Researchers point out that people take a unique road in the city, and personal privacy has become an "increasingly serious problem" in view of the large amount of information that can be inferred from a large number of public data sets.

However, the privacy problem of big data goes far beyond the scope of conventional identity confirmation risks. Medical data currently sold to analysis companies may be used to track your identity. There is a lot of talk about personalized medicine now, and people hope to develop drugs and other therapies for individuals in the future, just as if these drugs and therapies were made of patients' own DNA.

As far as improving the efficacy of drugs is concerned, this is a bright prospect, but it essentially depends on personal recognition at the molecular and genetic levels. Once this information is improperly used or leaked, it will bring great risks. Although personal health data collection applications such as RunKeeper and Nike+ have developed rapidly, improving medical services with big data in practice is still a wish, not a reality.

Highly personalized large data sets will become the main target of hackers or leakers. Wikileaks has been at the center of several of the most serious big data leaks in recent years. From the large-scale data leakage incident in the offshore financial industry in the UK, we can see that, like everyone else, the personal information of the richest 1% population in the world is easily leaked.

5. "Big data is the future of science"

Part of it is true, but it needs some growth. Big data provides a new way for science. We only need to look at the discovery of the Higgs boson, which is the product of the largest grid computing project in history. In this project, CERN uses Hadoop distributed file system to manage all data. However, unless we recognize and begin to solve some inherent shortcomings of big data in reflecting human life, we may make major public policies and business decisions based on wrong prejudices.

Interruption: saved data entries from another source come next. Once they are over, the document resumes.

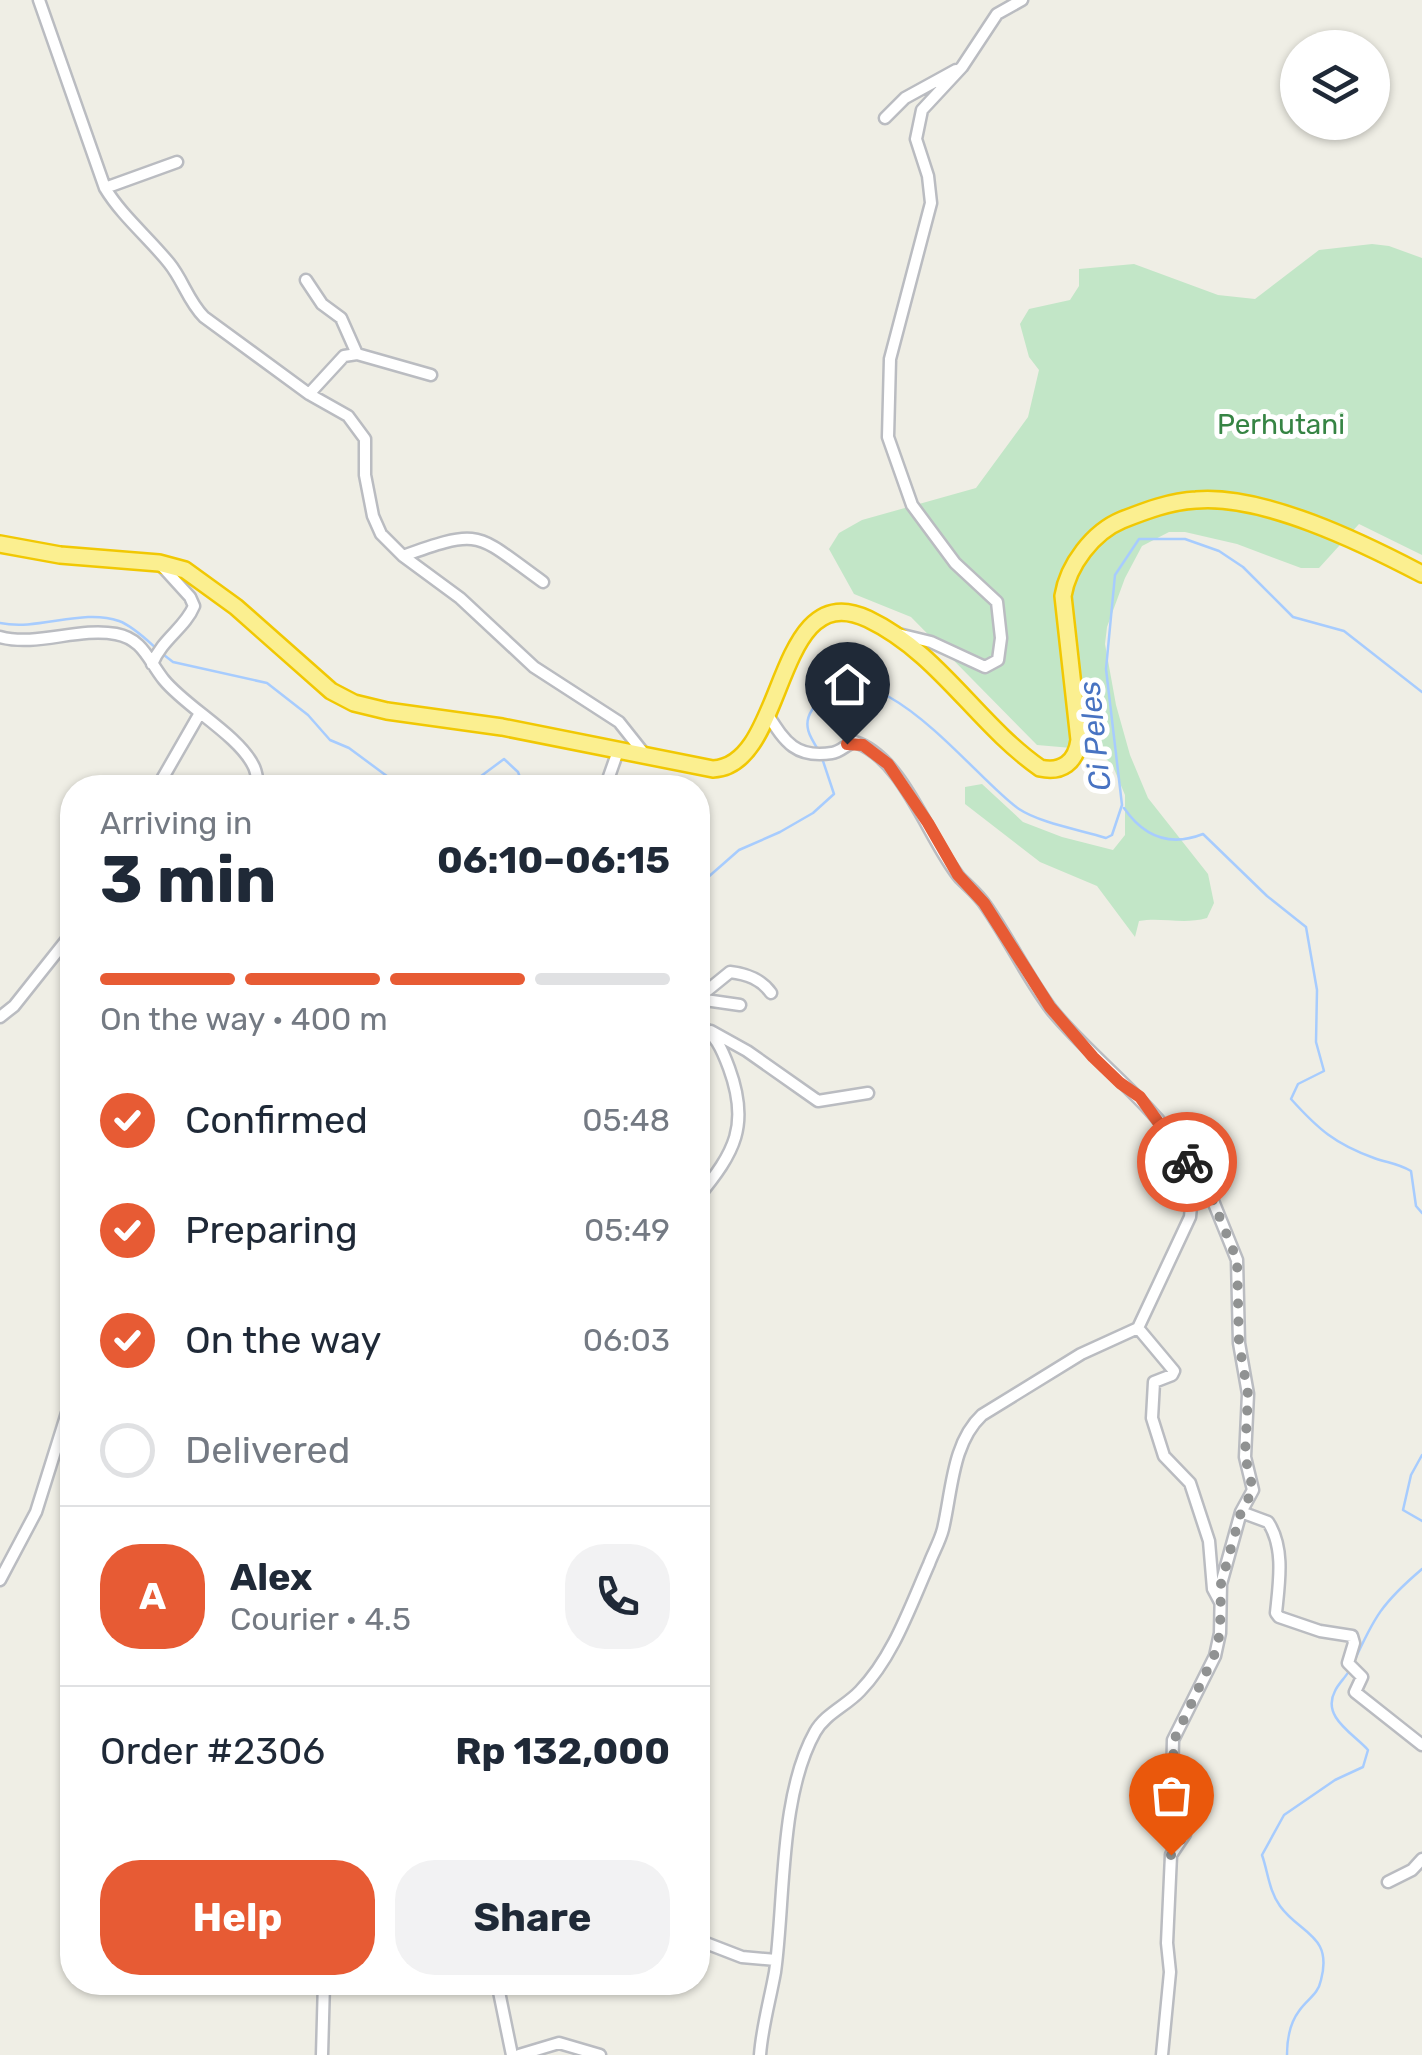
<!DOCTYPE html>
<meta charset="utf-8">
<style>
:root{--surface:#fff;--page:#f2f2f3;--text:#1f2937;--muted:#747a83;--line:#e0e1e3;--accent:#e75b34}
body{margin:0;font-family:Rubik,sans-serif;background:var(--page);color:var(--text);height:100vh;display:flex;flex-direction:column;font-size:38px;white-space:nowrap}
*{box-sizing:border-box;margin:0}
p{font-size:32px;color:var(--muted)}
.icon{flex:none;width:55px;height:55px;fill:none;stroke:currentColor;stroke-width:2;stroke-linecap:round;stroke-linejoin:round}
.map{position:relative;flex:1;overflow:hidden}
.details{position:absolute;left:60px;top:775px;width:650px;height:1220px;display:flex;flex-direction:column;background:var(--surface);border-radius:40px;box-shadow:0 2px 8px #0004}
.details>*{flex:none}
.buttons{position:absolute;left:1280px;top:30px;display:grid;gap:20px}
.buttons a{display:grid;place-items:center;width:110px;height:110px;border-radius:50%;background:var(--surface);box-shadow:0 2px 8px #0004;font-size:50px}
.pin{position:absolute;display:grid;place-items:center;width:85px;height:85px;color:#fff;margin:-102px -42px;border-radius:50% 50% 50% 0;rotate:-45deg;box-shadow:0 0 10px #0007}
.pin .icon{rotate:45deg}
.courier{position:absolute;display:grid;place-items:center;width:100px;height:100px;margin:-50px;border:8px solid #e75b34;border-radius:50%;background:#fff;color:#222;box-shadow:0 2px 12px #0007}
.head em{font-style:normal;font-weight:700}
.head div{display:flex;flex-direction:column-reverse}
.head{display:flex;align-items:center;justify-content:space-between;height:170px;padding:0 40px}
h1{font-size:65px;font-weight:700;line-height:75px}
.bar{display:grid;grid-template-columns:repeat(4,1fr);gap:15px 10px;align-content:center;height:120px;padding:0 40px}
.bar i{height:12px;border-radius:8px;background:var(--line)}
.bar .active{background:var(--accent)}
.bar p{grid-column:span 4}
.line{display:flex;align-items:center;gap:25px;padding:0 40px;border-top:2px solid var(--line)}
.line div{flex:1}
.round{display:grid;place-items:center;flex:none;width:105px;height:105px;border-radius:40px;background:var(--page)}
ol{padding:0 40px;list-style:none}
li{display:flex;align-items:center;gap:30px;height:110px}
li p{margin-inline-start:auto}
li .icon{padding:10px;border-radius:50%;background:var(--accent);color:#fff;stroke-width:4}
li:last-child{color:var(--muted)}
li i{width:55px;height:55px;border:5px solid var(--line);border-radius:50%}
.primary-button{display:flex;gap:20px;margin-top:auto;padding:20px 40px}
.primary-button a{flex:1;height:115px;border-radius:40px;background:var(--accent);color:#fff;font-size:40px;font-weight:700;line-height:115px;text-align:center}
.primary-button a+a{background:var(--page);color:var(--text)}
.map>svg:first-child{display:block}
.green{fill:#c2e6c7}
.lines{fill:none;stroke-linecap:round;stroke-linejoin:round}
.stream{stroke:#a7ccfe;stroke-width:2.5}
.minor-casing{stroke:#babcc1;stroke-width:15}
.highway-casing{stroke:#f1c803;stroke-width:20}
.minor{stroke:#fff;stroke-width:10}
.highway{stroke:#fbef90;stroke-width:15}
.done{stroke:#909292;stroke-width:10;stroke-dasharray:0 18}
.route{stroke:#e75b34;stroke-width:12}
.labels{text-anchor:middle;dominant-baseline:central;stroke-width:10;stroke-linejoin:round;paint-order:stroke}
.park-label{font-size:28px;fill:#368444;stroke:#fff}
.water-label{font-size:30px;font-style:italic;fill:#4873c2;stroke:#fff}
</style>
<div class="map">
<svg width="1422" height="2055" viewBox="0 0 1422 2055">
<rect width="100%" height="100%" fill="#efeee5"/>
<path class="green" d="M 1372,244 L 1389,246 L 1422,258 L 1422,555 L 1359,524 L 1319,568 L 1301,568 L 1237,544 L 1185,532 L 1169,532 L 1142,546 L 1125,578 L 1107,627 L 1105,644 L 1116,705 L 1130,755 L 1148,798 L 1208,874 L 1214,903 L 1207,918 C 1183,925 1162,917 1139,921 L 1135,937 L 1097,886 L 1040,862 L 965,804 L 965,787 L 982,784 L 1023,822 L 1062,837 L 1113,850 L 1125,835 L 1125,795 L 1112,764 L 1095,750 L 1037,745 L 911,617 L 854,594 L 829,549 L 839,533 L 862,520 L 976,488 L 1028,417 L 1039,370 L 1029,357 L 1020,324 L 1029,309 L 1070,300 L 1079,286 L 1079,269 L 1134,264 L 1218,295 L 1255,299 L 1319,250 Z"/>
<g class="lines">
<path class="stream" d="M 0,623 C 39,631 82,608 119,621 C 133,626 148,641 158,650
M 164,655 L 173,662 L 267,683 L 308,715 L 330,740 L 349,748 L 403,788
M 819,751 C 810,737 802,725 812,710 C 864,626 975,780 1019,809 C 1040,823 1081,830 1106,838 L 1112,835 L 1122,805 L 1106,669 L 1115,575 L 1139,539 L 1185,539 L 1219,551 L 1243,567 L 1293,617 L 1344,631 L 1422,692
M 465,788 L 504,759 L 518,772 L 524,788
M 1124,808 C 1144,837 1170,847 1203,834 L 1267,896 L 1306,927 L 1317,990 L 1316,1042 L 1324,1071 L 1298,1084 L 1291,1099 C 1318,1129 1335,1144 1374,1158 C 1388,1163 1397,1163 1411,1171 L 1416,1206 L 1422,1213
M 698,886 L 739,850 L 780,832 L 813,813 L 834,794 L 822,758
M 1422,1455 L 1411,1475 L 1403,1510 L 1422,1521
M 1353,1664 C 1374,1617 1382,1603 1422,1569
M 1287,2055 C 1287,2040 1290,2023 1299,2011 C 1307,1999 1318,1995 1321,1980 C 1333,1935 1300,1934 1280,1906 C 1269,1891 1268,1872 1262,1855 L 1284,1815 L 1335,1780 L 1363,1767 L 1368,1750 C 1354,1734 1321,1717 1335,1691 C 1338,1684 1345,1678 1349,1671"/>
<g class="minor-casing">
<path id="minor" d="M 39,0 L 105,188 C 122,216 148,237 169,263 C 183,280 188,301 204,317 L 309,394 L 348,416 L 365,439 L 365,475 L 373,516 L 381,534 L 403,556 L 460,598 L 534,667 L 619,722 L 646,756
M 885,118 L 905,98 L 956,70
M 105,188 L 177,162
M 306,280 L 322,304 L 341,318 L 357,354
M 309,394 L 344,356 L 357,354 L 431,375
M 403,556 C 483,527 476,534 543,582
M 894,633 L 931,642 L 985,667 L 998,660 L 1001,638 L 997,602 L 955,563 L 912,505 L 888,437 L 890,359 L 931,203 L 928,176 L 916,139 L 922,110 L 962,67 L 997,14 L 1022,0
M 0,637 C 37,647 78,627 116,634 C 143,639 148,660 164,680 C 186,707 238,735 253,765 C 257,771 257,781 259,788
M 152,664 C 163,638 185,628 194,606 L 190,597 L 160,564
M 157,788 L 200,713
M 605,788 L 618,751
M 698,998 L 730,972 C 747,974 761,979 771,993
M 698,999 L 740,1005
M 0,1017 L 14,1006 L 72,933
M 698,1024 C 715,1033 722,1049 729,1068 C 750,1125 735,1152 698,1197
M 711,1031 L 747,1051 L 818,1101 L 868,1093
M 1138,1328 L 1174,1371 L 1172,1375 L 1154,1382 L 1152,1418 L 1164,1456 L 1190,1483 L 1209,1541 L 1213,1589 L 1220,1602
M 1241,1512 L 1268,1522 C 1285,1548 1279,1583 1276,1613 L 1279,1617 L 1320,1631 L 1352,1636 L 1354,1643 L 1348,1663 L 1362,1677 L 1355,1692 L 1422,1745
M 0,1580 L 36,1512 L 72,1397
M 1388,1882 L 1412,1870 L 1422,1859
M 698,1940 L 742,1957 L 776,1960
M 497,1982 L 512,2055
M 322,2055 L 324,1982
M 519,2055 L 559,2043 L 600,2055
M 760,2055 C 762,2027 770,2000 775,1972 C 785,1901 779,1796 815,1732 C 825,1714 846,1706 860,1691 C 893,1657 910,1607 929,1564 C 933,1553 940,1541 943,1529 C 952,1491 952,1443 982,1415 L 1081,1354 L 1138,1328 L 1190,1217 L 1194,1175 C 1168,1112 1094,1063 1051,1009 C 1027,977 1009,939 986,906 C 979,895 969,887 960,878 C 929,841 904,758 855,742 C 846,744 841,752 832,753 C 794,759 784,740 766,712
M 1162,2055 L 1170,1972 L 1167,1943 L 1171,1855 L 1185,1834 L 1186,1819 L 1172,1783 L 1173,1740 L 1215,1656 L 1220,1633 L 1221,1584 L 1241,1512 L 1253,1490 L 1245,1457 L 1248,1394 L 1239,1343 L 1237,1260 L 1209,1191 L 1194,1175"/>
</g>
<g class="highway-casing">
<path id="highway" d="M 0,544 L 60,555 L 159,563 L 185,570 L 236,607 L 331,691 L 354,703 L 387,711 L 502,727 L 713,769 C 788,766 773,574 868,619 C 939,653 977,724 1040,768 C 1062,773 1076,762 1079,740 L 1063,596 C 1068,565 1093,532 1122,520 C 1145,511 1171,501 1196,500 C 1263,494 1363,543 1422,574"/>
</g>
<use href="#minor" class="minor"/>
<use href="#highway" class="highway"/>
</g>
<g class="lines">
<path class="done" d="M 1171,1855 L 1185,1834 L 1186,1818 L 1172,1783 L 1174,1740 L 1214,1656 L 1220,1633 L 1221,1584 L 1241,1512 L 1253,1490 L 1245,1456 L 1248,1394 L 1239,1343 L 1237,1260 L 1209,1191 L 1194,1175 L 1187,1162"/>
<path class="route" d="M 847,744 L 863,745 L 888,764 L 928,823 L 958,875 L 984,903 L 1050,1007 L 1093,1057 L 1120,1083 L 1140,1097 L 1187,1162"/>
</g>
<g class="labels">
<g class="park-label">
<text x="1281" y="424">Perhutani</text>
</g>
<g class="water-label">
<text transform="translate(1095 736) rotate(-96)">Ci Peles</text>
</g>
</g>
</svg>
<div class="buttons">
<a><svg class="icon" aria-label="layers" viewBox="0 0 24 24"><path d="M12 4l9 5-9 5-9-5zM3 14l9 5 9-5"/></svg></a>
</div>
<div class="pin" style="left:1171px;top:1855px;background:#ea580c"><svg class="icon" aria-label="bag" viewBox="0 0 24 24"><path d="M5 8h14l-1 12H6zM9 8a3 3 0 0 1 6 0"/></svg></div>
<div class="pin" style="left:847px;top:744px;background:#1f2937"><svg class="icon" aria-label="home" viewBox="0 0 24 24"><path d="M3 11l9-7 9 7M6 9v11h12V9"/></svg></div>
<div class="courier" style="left:1187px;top:1162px"><svg class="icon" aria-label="bike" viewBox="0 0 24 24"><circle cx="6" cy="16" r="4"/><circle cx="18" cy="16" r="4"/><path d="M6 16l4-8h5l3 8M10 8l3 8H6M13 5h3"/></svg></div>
<section class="details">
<div class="head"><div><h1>3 min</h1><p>Arriving in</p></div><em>06:10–06:15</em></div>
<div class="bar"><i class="active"></i><i class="active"></i><i class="active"></i><i></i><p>On the way · 400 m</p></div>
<ol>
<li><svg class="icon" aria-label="check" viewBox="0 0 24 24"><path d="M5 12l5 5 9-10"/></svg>Confirmed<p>05:48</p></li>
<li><svg class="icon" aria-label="check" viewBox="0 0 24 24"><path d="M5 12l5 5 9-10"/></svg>Preparing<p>05:49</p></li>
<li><svg class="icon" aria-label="check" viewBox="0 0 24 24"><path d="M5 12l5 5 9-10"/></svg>On the way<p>06:03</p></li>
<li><i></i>Delivered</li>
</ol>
<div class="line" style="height:180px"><b class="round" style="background:var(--accent);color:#fff">A</b><div><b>Alex</b><p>Courier · 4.5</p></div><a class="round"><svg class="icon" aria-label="phone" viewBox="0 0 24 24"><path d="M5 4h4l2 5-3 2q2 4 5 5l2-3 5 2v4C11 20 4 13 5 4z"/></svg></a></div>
<div class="line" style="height:130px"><div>Order #2306</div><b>Rp 132,000</b></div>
<div class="primary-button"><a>Help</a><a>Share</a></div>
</section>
</div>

In order to solve this problem, data scientists began to cooperate with social scientists. Over time, this will mean finding a new way to combine big data strategy with small data research. This will go far beyond the practices adopted by the advertising industry or marketing industry, such as central group or A/B testing (that is, showing users the design or results of two versions to determine which version is better).

To be exact, the new hybrid method will ask people why they do something, instead of just counting the frequency of something. This means that in addition to information retrieval and machine learning, we will also use sociological analysis and in-depth understanding of ethnology.

Technology companies have long realized that social scientists can help them better understand how and why people have relationships with their products. For example, Xerox's research center hired pioneer anthropologist Lucy? Suckman. The next stage will further enrich the cooperation between computer scientists, statisticians and various social scientists-not only to test their own research results, but also to ask completely different kinds of questions with a stricter attitude.

Considering that a lot of information about us is collected every day, including Facebook hits, global positioning system (GPS) data, medical prescriptions and Netflix reservation lists, we must decide who to entrust this information to and for what purpose.

We can't avoid the fact that data is by no means neutral and it is difficult to remain anonymous. However, we can make use of expertise that spans different fields in order to better identify prejudices, defects and prejudices.